- [DATA RECORDS]
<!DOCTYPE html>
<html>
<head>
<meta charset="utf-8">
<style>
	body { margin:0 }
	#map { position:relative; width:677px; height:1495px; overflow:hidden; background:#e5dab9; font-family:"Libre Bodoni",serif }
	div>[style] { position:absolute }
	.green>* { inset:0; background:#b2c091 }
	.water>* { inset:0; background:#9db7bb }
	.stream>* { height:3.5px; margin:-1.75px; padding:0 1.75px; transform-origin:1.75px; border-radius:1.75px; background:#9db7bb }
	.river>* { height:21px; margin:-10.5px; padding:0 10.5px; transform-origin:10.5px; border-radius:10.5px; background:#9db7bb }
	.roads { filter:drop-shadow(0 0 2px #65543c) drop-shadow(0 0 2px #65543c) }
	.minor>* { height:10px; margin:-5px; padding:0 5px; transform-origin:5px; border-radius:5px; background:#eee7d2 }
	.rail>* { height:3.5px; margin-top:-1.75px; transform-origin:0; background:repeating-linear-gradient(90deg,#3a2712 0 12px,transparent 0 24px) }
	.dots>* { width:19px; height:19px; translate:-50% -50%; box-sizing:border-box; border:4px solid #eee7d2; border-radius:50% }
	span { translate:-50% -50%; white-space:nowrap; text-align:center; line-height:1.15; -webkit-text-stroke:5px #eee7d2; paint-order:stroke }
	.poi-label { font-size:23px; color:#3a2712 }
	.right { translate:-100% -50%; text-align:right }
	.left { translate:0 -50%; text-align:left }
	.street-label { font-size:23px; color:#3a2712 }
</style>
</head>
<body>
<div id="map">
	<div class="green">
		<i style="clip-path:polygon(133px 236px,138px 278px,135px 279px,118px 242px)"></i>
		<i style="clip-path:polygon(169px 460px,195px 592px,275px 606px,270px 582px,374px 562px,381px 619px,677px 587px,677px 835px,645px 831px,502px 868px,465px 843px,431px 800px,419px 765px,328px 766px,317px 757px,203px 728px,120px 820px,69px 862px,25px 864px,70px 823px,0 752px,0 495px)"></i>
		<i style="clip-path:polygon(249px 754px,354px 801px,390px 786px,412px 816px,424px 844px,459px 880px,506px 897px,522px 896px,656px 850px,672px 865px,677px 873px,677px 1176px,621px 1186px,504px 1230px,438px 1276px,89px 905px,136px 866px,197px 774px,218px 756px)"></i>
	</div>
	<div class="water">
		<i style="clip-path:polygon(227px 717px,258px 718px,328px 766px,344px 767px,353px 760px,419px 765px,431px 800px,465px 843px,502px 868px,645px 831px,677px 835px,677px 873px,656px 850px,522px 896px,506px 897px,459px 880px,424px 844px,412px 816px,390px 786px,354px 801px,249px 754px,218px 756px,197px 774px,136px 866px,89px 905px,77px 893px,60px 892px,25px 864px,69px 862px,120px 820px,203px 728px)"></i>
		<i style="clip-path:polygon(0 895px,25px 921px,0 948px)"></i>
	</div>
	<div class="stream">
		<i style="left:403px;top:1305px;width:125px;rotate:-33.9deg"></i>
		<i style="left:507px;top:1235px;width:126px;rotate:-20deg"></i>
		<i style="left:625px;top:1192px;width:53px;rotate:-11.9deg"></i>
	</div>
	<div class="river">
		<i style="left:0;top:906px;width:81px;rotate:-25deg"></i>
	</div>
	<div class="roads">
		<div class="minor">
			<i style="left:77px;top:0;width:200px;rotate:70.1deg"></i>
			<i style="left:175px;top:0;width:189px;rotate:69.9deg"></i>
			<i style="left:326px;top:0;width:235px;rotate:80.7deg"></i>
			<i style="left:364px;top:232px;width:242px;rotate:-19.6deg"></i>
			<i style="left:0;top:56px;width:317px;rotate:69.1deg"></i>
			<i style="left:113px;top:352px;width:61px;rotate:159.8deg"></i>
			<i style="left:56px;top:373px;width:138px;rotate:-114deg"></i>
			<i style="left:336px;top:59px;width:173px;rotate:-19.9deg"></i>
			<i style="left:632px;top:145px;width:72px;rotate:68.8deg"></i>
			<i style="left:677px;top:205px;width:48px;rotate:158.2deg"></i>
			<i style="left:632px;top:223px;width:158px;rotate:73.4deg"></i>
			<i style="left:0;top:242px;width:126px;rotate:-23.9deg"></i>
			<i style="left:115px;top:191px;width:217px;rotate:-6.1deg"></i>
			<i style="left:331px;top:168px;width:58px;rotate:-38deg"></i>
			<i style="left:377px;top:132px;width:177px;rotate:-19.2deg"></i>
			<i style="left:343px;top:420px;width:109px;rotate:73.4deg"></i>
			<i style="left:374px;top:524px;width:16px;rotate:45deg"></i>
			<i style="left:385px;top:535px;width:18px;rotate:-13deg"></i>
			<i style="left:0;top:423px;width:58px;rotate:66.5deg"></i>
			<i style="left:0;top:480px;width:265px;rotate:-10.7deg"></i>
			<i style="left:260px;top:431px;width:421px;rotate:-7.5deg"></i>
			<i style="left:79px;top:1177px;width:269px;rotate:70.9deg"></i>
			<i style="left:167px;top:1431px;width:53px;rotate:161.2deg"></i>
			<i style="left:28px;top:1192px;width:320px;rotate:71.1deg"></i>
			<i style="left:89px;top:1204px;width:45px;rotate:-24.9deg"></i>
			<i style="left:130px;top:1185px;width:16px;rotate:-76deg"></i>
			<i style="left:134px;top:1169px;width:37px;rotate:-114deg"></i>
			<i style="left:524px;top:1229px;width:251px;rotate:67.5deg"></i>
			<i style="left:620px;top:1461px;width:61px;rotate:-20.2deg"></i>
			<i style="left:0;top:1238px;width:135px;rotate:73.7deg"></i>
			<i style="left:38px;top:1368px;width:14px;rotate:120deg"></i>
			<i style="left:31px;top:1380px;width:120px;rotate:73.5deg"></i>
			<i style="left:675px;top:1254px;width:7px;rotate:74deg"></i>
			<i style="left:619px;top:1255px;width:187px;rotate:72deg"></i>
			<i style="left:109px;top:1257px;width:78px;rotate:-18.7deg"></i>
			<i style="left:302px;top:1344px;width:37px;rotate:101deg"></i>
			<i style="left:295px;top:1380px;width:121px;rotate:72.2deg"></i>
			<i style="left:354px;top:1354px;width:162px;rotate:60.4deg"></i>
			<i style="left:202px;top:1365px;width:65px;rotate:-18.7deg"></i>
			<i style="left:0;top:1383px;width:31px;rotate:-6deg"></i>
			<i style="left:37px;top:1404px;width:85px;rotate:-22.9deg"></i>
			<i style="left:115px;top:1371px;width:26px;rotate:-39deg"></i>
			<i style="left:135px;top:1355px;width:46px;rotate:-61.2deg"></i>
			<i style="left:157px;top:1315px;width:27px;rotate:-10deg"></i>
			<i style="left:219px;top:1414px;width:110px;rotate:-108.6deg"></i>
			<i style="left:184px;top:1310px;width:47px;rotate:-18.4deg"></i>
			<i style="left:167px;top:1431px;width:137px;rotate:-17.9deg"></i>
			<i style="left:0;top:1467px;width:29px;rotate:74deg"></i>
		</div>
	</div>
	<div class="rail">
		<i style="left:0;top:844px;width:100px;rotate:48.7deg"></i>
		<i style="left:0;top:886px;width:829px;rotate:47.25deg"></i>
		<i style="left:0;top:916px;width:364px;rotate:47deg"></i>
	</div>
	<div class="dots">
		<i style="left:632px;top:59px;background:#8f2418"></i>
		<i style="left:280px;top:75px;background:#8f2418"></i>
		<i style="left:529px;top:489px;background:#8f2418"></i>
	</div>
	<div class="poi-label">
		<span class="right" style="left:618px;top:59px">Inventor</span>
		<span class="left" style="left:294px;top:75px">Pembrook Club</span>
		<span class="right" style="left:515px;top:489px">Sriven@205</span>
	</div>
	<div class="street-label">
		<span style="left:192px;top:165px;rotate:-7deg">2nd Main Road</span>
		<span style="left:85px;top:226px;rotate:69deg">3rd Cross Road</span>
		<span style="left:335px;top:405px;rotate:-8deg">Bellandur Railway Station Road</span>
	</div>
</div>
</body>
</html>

- [TASK OBJECTIVE] Return each line of the listing that holds the string "stream".

- [THE ANSWER]
	.stream>* { height:3.5px; margin:-1.75px; padding:0 1.75px; transform-origin:1.75px; border-radius:1.75px; background:#9db7bb }
	<div class="stream">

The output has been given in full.